## Required work
Every line below that has the word "crossings" counts once; report how many lines that makes, with no other words.

## Supplied records
───

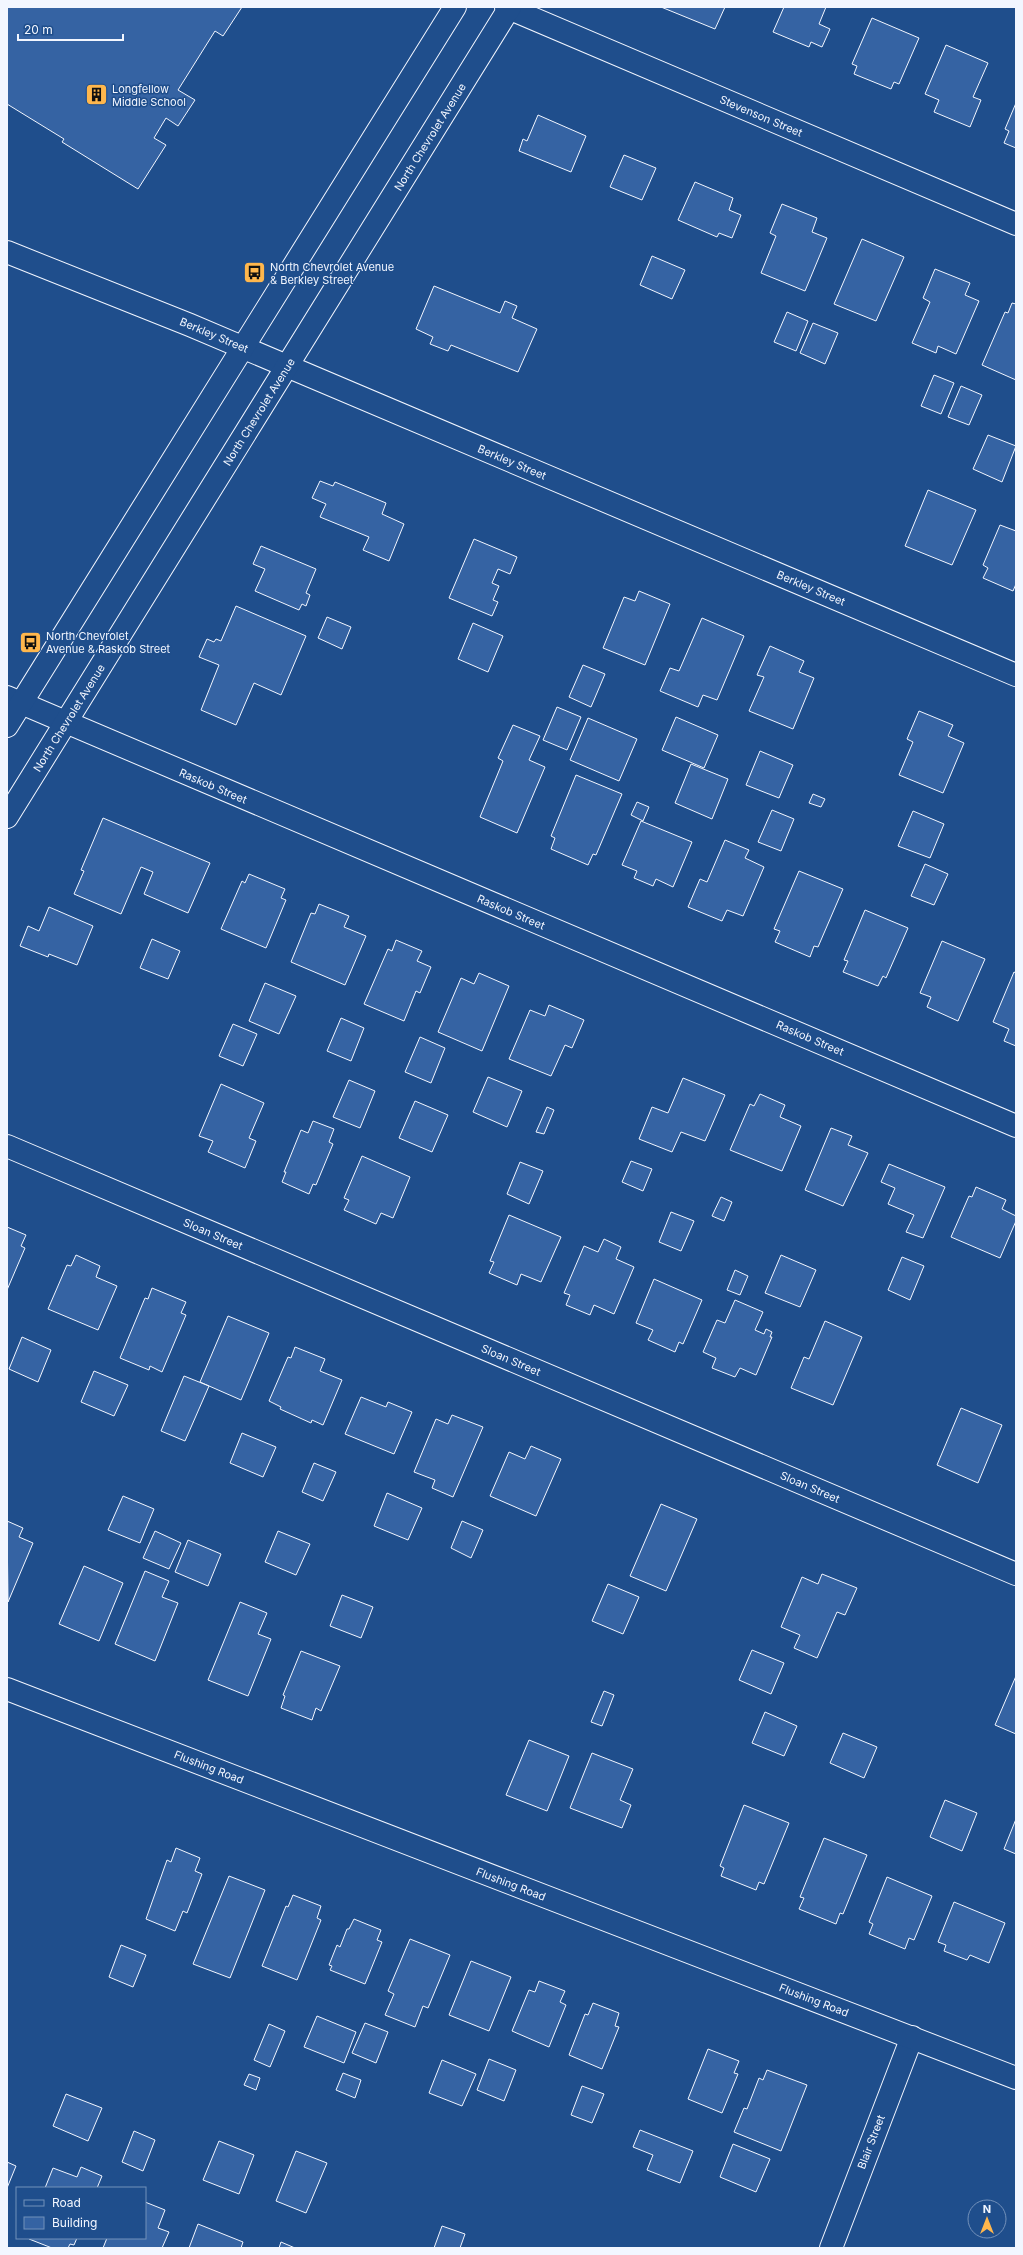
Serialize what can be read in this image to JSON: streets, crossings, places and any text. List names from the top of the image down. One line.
{"streets":{"street":["Stevenson Street","North Chevrolet Avenue","Berkley Street","Raskob Street","Sloan Street","Flushing Road","Blair Street"]},"crossings":[["Stevenson Street","North Chevrolet Avenue"],["North Chevrolet Avenue","Berkley Street"],["North Chevrolet Avenue","Raskob Street"],["Flushing Road","Blair Street"]],"places":{"building":["Longfellow Middle School"],"bus stop":["North Chevrolet Avenue & Berkley Street","North Chevrolet Avenue & Raskob Street"]},"legend":["Road","Building"],"scale_bar":"20 m","north":"top"}
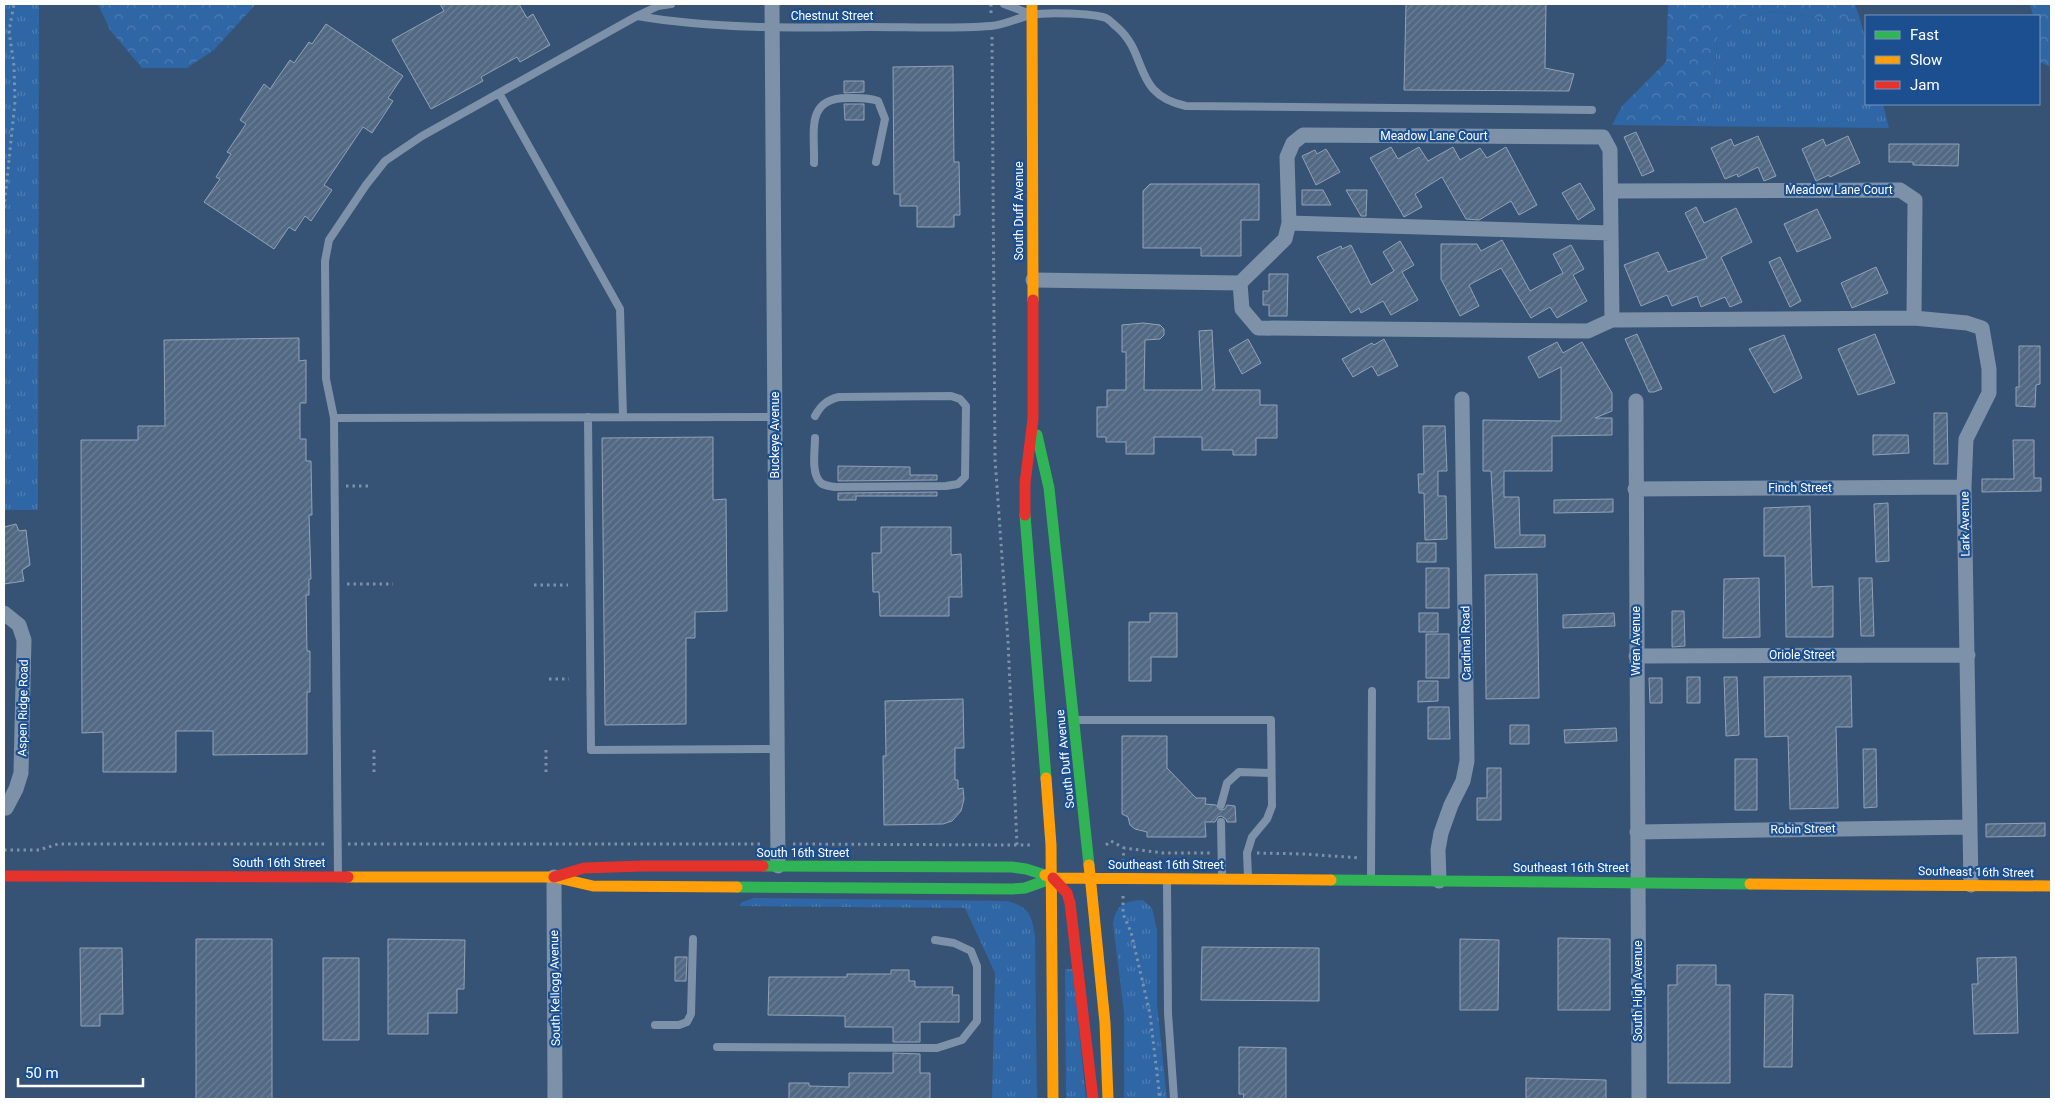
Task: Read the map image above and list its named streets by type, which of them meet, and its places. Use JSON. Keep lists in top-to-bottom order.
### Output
{
  "streets": {
    "main road": ["South Duff Avenue", "South 16th Street", "Southeast 16th Street"],
    "street": [
      "Meadow Lane Court",
      "Buckeye Avenue",
      "Finch Street",
      "Lark Avenue",
      "Wren Avenue",
      "Cardinal Road",
      "Oriole Street",
      "Aspen Ridge Road",
      "Robin Street",
      "South Kellogg Avenue",
      "South High Avenue"
    ],
    "lane": ["Chestnut Street"]
  },
  "crossings": [
    ["Chestnut Street", "South Duff Avenue"],
    ["Chestnut Street", "Buckeye Avenue"],
    ["Meadow Lane Court", "Lark Avenue"],
    ["South Duff Avenue", "South 16th Street"],
    ["South Duff Avenue", "Southeast 16th Street"],
    ["Buckeye Avenue", "South 16th Street"],
    ["Finch Street", "Lark Avenue"],
    ["Finch Street", "Wren Avenue"],
    ["Lark Avenue", "Oriole Street"],
    ["Lark Avenue", "Robin Street"],
    ["Lark Avenue", "Southeast 16th Street"],
    ["Wren Avenue", "Oriole Street"],
    ["Wren Avenue", "Robin Street"],
    ["Wren Avenue", "Southeast 16th Street"],
    ["Wren Avenue", "South High Avenue"],
    ["Cardinal Road", "Southeast 16th Street"],
    ["South 16th Street", "Southeast 16th Street"],
    ["South 16th Street", "South Kellogg Avenue"],
    ["Southeast 16th Street", "South High Avenue"]
  ],
  "legend": ["Fast", "Slow", "Jam"],
  "scale_bar": "50 m"
}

───

## Solution for this problem
3